11:00:38 WARN riot :: [line: 2, col: 36] Bad IRI: <http://gis.georgsmarienhuette.de%3A80/bpl/csw/ServePdfFile.action%3Fuuid%3D37d9420c-1aa9-43b3-8ecd-3bad592ac3a6> Code: 29/USE_PUNYCODE_NOT_PERCENTS in HOST: The host component used percent encoding, where punycode is preferred.
11:00:38 WARN riot :: [line: 3, col: 39] Lexical form '2011-04-26T20:15:00-23:00' not valid for datatype XSD dateTime
11:00:38 WARN riot :: [line: 4, col: 34] Language not valid: nederlands
11:00:38 WARN riot :: [line: 5, col: 43] Bad IRI: <file://pandataIMAGISDONNEESImages.gdb> Code: 57/REQUIRED_COMPONENT_MISSING in PATH: A component that is required by the scheme is missing.

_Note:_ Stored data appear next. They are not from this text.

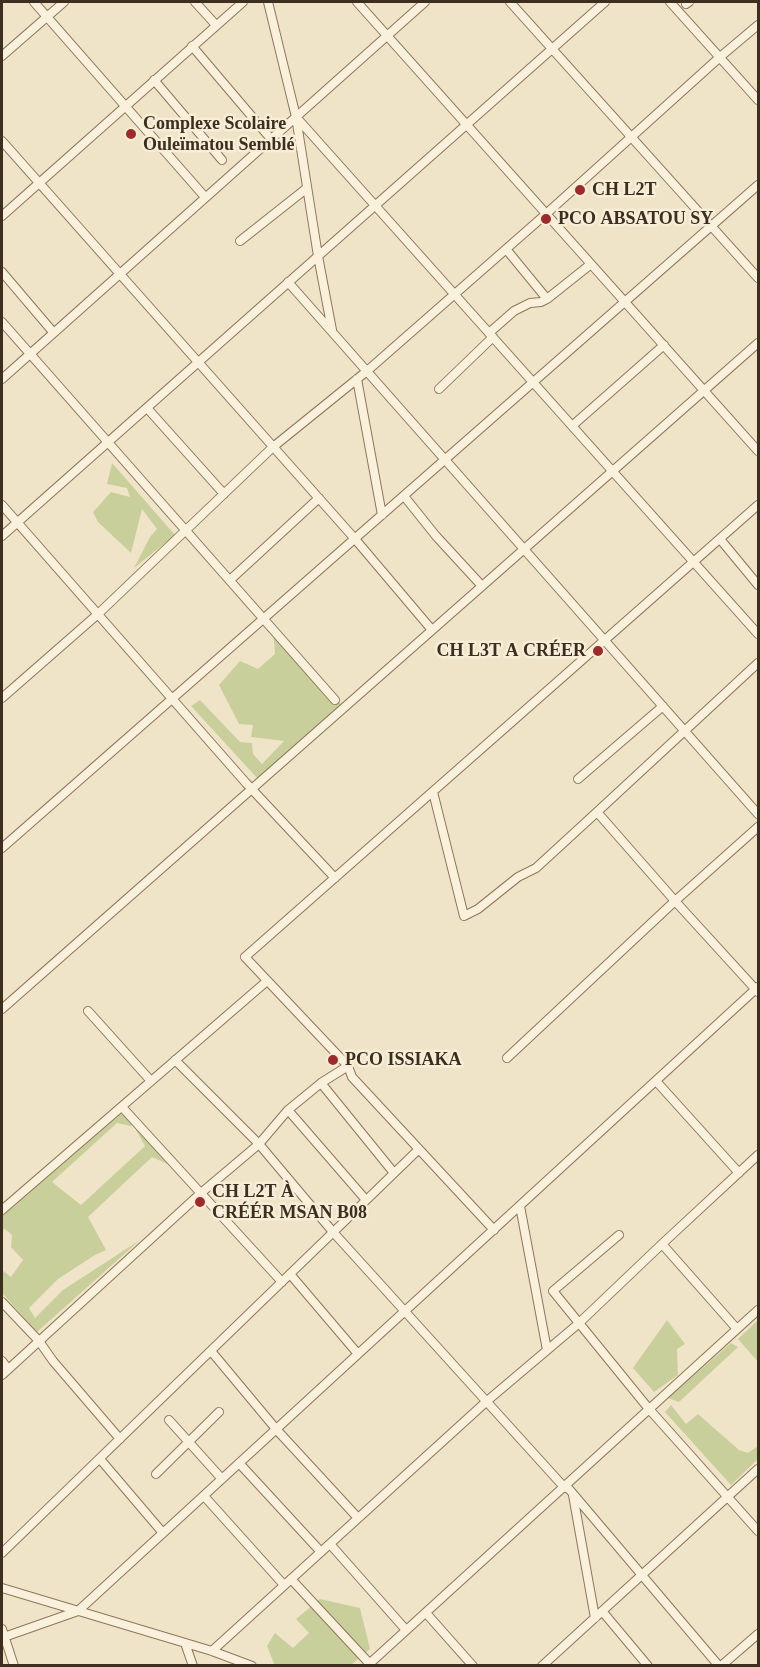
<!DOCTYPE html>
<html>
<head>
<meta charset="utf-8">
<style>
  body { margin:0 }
  #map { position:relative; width:760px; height:1667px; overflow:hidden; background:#f0e4c8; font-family:"Times New Roman",serif }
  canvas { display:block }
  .frame { position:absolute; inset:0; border:3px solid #3d2e20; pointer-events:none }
</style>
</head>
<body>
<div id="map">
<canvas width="760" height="1667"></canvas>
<div class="frame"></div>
</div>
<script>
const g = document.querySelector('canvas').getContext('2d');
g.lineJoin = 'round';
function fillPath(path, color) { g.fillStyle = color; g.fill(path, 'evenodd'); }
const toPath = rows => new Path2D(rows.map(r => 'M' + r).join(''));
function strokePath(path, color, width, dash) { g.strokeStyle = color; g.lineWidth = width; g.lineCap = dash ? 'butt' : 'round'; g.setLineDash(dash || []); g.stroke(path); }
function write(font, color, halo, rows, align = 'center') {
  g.font = font + ' "Times New Roman",serif'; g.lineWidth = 5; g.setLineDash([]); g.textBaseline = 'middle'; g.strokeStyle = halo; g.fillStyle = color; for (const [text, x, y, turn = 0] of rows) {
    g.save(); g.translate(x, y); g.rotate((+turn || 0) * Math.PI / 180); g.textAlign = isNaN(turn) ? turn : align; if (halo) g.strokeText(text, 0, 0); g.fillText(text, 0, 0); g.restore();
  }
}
fillPath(toPath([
  [112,463,175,535,134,568,150,537,157,529,142,509,131,553,98,522,93,512,111,492,130,497,127,488,107,484],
  [273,630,342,705,258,779,191,706,200,700,240,742,252,743,253,754,262,764,284,741,251,737,253,725,239,724,219,685,240,661,258,669,275,654],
  [117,1113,136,1117,131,1126,117,1123,52,1182,81,1205,145,1146,136,1130,142,1126,173,1155,172,1166,152,1157,88,1217,106,1250,95,1255,58,1279,29,1308,35,1318,63,1290,140,1240,37,1332,2,1293,2,1270,11,1277,23,1260,11,1247,12,1235,5,1229,2,1230,2,1208],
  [667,1320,685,1344,677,1349,678,1375,654,1392,633,1368],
  [758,1320,758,1362,738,1339],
  [731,1343,738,1347,679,1402,668,1398],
  [671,1405,686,1424,698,1414,739,1450,748,1453,758,1446,758,1459,731,1485,665,1412],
  [320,1599,360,1608,370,1649,351,1665,275,1666,267,1646,275,1633,293,1648,309,1633,296,1619]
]), '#c9cf9b');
const street = toPath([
  [34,2,205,197],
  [195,2,216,25],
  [268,2,296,117,318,256,332,330],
  [357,2,758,451],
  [510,2,758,278],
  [670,2,758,100],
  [686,4,689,2],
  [192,46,271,139],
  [2,56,64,2],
  [154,80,222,160],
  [296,117,758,634],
  [2,141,355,539,432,630],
  [2,216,243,2],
  [240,241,307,188],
  [506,249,547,299],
  [2,272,53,332],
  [288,282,758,814],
  [2,322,335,700],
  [489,333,514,311,530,303,541,302,547,299,591,264],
  [2,379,425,2],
  [357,379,382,515],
  [439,389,493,337],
  [147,408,224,494],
  [572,426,664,345],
  [404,496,436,536,482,586],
  [2,505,246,783,335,878],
  [2,536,605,2],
  [720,539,758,585],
  [230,580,319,498],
  [2,698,98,614,273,447,367,371,546,214,720,57,758,25],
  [578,779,663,706],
  [433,792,464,916,478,909,518,877,536,868,597,812],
  [758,827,675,901,758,992],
  [2,848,758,185],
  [2,1009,758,343],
  [88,1011,151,1081],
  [507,1058,675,901,597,812,758,663],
  [175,1060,259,1144,333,1232,564,1487,569,1489,719,1666],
  [656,1081,739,1173],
  [321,1083,394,1173],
  [122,1107,282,1282],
  [288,1110,366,1200],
  [520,1206,547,1350],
  [2,1210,267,981],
  [494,1230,352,1077,348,1066,245,957,758,505],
  [619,1235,553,1291,649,1409,758,1531],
  [662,1244,737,1329],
  [290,1274,358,1354],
  [2,1302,39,1341,53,1361,120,1439],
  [211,1351,276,1429,358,1518],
  [2,1361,8,1369],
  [2,1375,201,1193,259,1144,288,1110,321,1083,348,1066],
  [169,1420,222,1479],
  [100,1459,163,1533],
  [239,1463,321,1552],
  [156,1474,219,1412],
  [573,1495,595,1618],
  [204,1496,284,1585],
  [330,1544,406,1630],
  [2,1553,418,1150],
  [291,1579,369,1663],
  [2,1588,212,1651,252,1666],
  [602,1611,648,1666],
  [426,1613,473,1666],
  [2,1629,14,1666],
  [4,1637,78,1611,758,987],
  [185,1643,193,1666],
  [212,1651,487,1401,578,1324,662,1244,758,1155],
  [367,1666,758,1310],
  [542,1666,758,1469],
  [721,1666,758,1634]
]);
strokePath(street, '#8d765c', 10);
strokePath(street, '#faf1dc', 8);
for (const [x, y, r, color] of [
  [131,134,6,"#9e2a2b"],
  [580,190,6,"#9e2a2b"],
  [546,219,6,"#9e2a2b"],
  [598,651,6,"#9e2a2b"],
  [333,1060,6,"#9e2a2b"],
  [200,1202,6,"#9e2a2b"]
]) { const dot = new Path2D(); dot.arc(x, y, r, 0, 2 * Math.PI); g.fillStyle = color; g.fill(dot); strokePath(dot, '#f7eed8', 2); }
write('bold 18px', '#3d2e20', '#f7eed8', [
  ["Complexe Scolaire",143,124],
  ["Ouleïmatou Semblé",143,145],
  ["CH L2T",592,190],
  ["PCO ABSATOU SY",558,219],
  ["CH L3T A CRÉER",586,651,"right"],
  ["PCO ISSIAKA",345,1060],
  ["CH L2T À",212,1192],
  ["CRÉÉR MSAN B08",212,1213]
], 'left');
</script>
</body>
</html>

11:00:38 WARN riot :: [line: 6, col: 36] Bad IRI: <http://geoportal.saarland.de/mapbender/php/wms.php%3Flayer_id%3D34720%26PHPSESSID%3D350bd85dbc227b19fffbea4100440b49%26INSPIRE%3D1%26REQUEST%3DGetCapabilities%26VERSION%3D1.1.1%26SERVICE%3DWMS> Code: 8/NON_INITIAL_DOT_SEGMENT in PATH: The path contains a segment /../ not at the beginning of a relative reference, or it contains a /./ These should be removed.
RDF4J says nothing, see this pipeline
There are few things to consider:
Adding validation component means, that we need to be able to read invalid data from a source, store them and load them inside a pipeline.
Especially every input component (loader) must be able to handle invalid data but not throw them away, as that is the task for the validation component. If any form of validation or auto-fix is introduced it needs to be available to all components. This can greatly increase already high duplicity in code leading to poor maintainability.
It could be something that works only with RDF dump files for a start. Usually, we are able to produce such invalid dumps.
You mean produce outside of ETL?
Not outside, as a component. Nevertheless, our particular issue was caused by a \13
character (vertical tab) in a literal from the European Data Portal, which Apache Jena Riot accepts, but OpenLink Virtuoso does not.
Many RDF dumps contain invalid triples (invalid IRIs, invalid literals, etc.) which causes problems with loading to triplestores, etc. For instance Apache Jena riot tool is able to report invalid triples. What we need is to have a component, which would omit those invalid triples, producing a valid RDF dump with invalid triples missing.